Should pictures appear among the records, leave them out, and copy exactly only the lines from the first through the one with "height:5px; margin:-2.5px; padding:0", inclusive.

===============

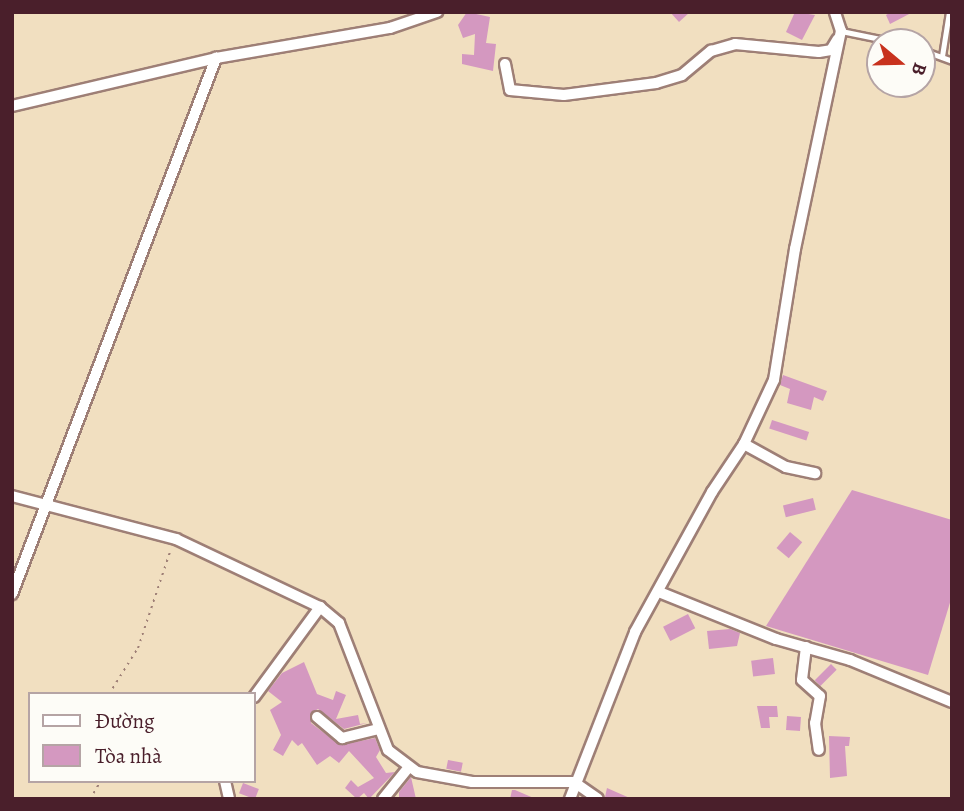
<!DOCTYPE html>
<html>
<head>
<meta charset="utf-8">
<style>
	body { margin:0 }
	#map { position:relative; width:964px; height:811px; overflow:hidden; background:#f1dfc0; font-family:Alegreya,serif }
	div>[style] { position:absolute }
	.building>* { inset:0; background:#d498c0; transform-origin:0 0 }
	.path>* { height:2px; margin-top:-1px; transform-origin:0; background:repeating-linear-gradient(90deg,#9e7f76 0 2px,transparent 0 7px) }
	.roads { filter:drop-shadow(2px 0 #9e7f76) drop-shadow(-2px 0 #9e7f76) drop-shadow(0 2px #9e7f76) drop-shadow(0 -2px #9e7f76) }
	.service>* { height:5px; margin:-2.5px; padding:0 2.5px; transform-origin:2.5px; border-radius:2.5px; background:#fff }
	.minor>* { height:10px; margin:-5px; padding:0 5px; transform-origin:5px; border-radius:5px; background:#fff }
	span { translate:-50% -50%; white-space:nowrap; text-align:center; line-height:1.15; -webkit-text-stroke:7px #fdfcf7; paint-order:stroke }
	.frame { position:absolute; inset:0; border:14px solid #4a1f2b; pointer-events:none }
	.legend { position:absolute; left:28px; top:692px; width:228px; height:91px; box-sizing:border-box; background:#fdfcf7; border:2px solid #b5a4a5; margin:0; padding:9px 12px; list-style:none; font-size:21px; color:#4a1f2b }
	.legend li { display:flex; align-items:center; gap:14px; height:35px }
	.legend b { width:35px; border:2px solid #b5a4a5 }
	.north { position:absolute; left:866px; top:28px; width:70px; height:70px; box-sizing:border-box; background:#fdfcf7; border:2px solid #b5a4a5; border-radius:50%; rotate:109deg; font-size:19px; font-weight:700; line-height:28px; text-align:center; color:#4a1f2b }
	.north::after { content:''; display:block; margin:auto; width:24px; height:32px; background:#c8321e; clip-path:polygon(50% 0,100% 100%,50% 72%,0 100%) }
</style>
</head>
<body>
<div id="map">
	<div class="building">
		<div style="clip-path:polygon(467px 12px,490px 17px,486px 43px,496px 44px,493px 71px,462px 64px,462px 54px,474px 55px,475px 34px,463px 38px,458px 25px)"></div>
		<div style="clip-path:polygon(670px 12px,690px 12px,679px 22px)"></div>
		<div style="clip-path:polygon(795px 12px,815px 15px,802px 40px,786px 32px)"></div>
		<div style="clip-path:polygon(891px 12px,913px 12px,890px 24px,886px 15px)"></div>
		<div style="clip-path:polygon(783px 375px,827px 391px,823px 401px,814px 397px,811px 410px,787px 403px,790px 389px,780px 385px)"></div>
		<div style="left:772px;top:420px;width:39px;height:9px;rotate:18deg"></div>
		<div style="clip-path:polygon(852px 490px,952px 520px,952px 596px,928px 675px,766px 626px)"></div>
		<div style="left:813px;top:498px;width:12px;height:31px;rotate:76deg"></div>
		<div style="left:790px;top:532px;width:16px;height:21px;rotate:40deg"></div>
		<div style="left:688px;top:614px;width:16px;height:28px;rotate:63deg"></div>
		<div style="clip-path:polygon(730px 629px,740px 633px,737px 646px,709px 649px,707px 631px)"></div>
		<div style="left:773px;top:658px;width:16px;height:22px;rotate:83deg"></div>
		<div style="clip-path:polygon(304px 662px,317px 694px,333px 700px,336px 691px,346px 695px,336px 719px,358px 715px,360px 724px,367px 723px,344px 729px,318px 709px,311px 713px,311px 723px,340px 745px,375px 738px,380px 750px,376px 757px,386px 773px,395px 772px,369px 799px,364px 793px,357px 799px,345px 788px,351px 780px,358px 787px,374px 778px,349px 751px,339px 763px,330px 756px,317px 765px,302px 743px,298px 746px,292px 740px,283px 756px,273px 750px,281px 735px,270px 710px,282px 702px,268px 691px,282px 673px)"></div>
		<div style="left:831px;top:664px;width:8px;height:23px;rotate:45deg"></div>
		<div style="clip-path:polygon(757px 706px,777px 706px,778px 717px,769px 717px,770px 728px,761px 728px)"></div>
		<div style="left:787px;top:716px;width:14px;height:14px;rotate:4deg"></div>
		<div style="clip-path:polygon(829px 736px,850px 737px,849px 746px,845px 746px,847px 776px,830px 778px)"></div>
		<div style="left:448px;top:760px;width:15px;height:9px;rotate:11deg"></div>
		<div style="clip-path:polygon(411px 777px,416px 799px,399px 799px,399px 792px)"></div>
		<div style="left:243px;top:783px;width:17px;height:11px;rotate:21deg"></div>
		<div style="clip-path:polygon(607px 788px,632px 799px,605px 797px)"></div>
		<div style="clip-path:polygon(512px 790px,515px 790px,536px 799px,510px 799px)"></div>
	</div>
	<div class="path">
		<div style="left:109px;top:694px;width:54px;rotate:-57.8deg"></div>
		<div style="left:138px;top:648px;width:104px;rotate:-71.6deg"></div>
		<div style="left:90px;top:799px;width:21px;rotate:-59deg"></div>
	</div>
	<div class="roads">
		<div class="service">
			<div style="left:841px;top:31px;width:55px;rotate:11.5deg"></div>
			<div style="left:922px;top:50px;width:32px;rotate:20deg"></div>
			<div style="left:942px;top:56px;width:45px;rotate:-81deg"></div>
		</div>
		<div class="minor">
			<div style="left:505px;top:64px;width:26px;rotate:79deg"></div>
			<div style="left:510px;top:90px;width:54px;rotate:5.3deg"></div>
			<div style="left:564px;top:95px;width:93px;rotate:-7.4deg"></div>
			<div style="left:656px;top:83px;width:27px;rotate:-17deg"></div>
			<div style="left:682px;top:75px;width:38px;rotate:-40deg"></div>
			<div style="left:711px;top:51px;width:25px;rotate:-16deg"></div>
			<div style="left:735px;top:44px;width:84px;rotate:5.4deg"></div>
			<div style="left:819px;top:52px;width:12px;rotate:-9deg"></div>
			<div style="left:831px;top:50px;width:12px;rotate:-59deg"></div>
			<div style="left:12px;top:106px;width:210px;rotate:-13.2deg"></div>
			<div style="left:216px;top:58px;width:177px;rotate:-9.8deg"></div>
			<div style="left:390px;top:28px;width:50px;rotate:-18.8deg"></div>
			<div style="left:744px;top:444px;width:48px;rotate:28.7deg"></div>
			<div style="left:786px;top:467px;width:30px;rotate:12deg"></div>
			<div style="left:12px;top:496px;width:170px;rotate:14.7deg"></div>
			<div style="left:176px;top:539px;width:159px;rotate:25.3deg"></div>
			<div style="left:320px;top:607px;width:25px;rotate:40deg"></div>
			<div style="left:339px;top:623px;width:136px;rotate:68.9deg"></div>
			<div style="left:388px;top:750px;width:36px;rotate:37deg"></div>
			<div style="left:417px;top:772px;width:56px;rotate:10.3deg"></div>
			<div style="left:472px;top:782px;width:102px"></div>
			<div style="left:574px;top:782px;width:29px;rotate:35deg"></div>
			<div style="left:659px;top:592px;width:126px;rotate:21.9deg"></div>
			<div style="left:776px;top:639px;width:77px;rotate:15.8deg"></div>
			<div style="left:850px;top:660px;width:110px;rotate:22.4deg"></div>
			<div style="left:12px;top:594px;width:574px;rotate:-69.16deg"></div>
			<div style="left:806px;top:647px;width:33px;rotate:97deg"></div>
			<div style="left:802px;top:680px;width:24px;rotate:42deg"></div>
			<div style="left:820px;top:696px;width:27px;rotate:100deg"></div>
			<div style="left:815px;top:723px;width:27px;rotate:82deg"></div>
			<div style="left:254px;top:697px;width:112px;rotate:-53.7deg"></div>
			<div style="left:317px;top:717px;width:33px;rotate:40deg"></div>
			<div style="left:342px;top:738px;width:36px;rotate:-14deg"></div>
			<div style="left:225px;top:781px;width:18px;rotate:77deg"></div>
			<div style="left:383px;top:799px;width:41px;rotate:-50.9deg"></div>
			<div style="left:570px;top:799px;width:179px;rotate:-68.7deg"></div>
			<div style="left:635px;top:632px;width:160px;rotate:-61.2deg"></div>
			<div style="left:712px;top:492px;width:58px;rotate:-56.3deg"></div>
			<div style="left:744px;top:444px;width:71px;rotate:-64.9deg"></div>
			<div style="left:774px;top:380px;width:133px;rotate:-80.9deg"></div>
			<div style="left:795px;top:249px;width:223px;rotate:-78.1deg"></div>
			<div style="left:841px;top:31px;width:20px;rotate:-108deg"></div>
		</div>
	</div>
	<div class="frame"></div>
	<ul class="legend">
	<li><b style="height:9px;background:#fff"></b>Đường</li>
	<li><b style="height:19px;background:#d498c0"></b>Tòa nhà</li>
	</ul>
	<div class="north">B</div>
</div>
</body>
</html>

===============

Your response
<!DOCTYPE html>
<html>
<head>
<meta charset="utf-8">
<style>
	body { margin:0 }
	#map { position:relative; width:964px; height:811px; overflow:hidden; background:#f1dfc0; font-family:Alegreya,serif }
	div>[style] { position:absolute }
	.building>* { inset:0; background:#d498c0; transform-origin:0 0 }
	.path>* { height:2px; margin-top:-1px; transform-origin:0; background:repeating-linear-gradient(90deg,#9e7f76 0 2px,transparent 0 7px) }
	.roads { filter:drop-shadow(2px 0 #9e7f76) drop-shadow(-2px 0 #9e7f76) drop-shadow(0 2px #9e7f76) drop-shadow(0 -2px #9e7f76) }
	.service>* { height:5px; margin:-2.5px; padding:0 2.5px; transform-origin:2.5px; border-radius:2.5px; background:#fff }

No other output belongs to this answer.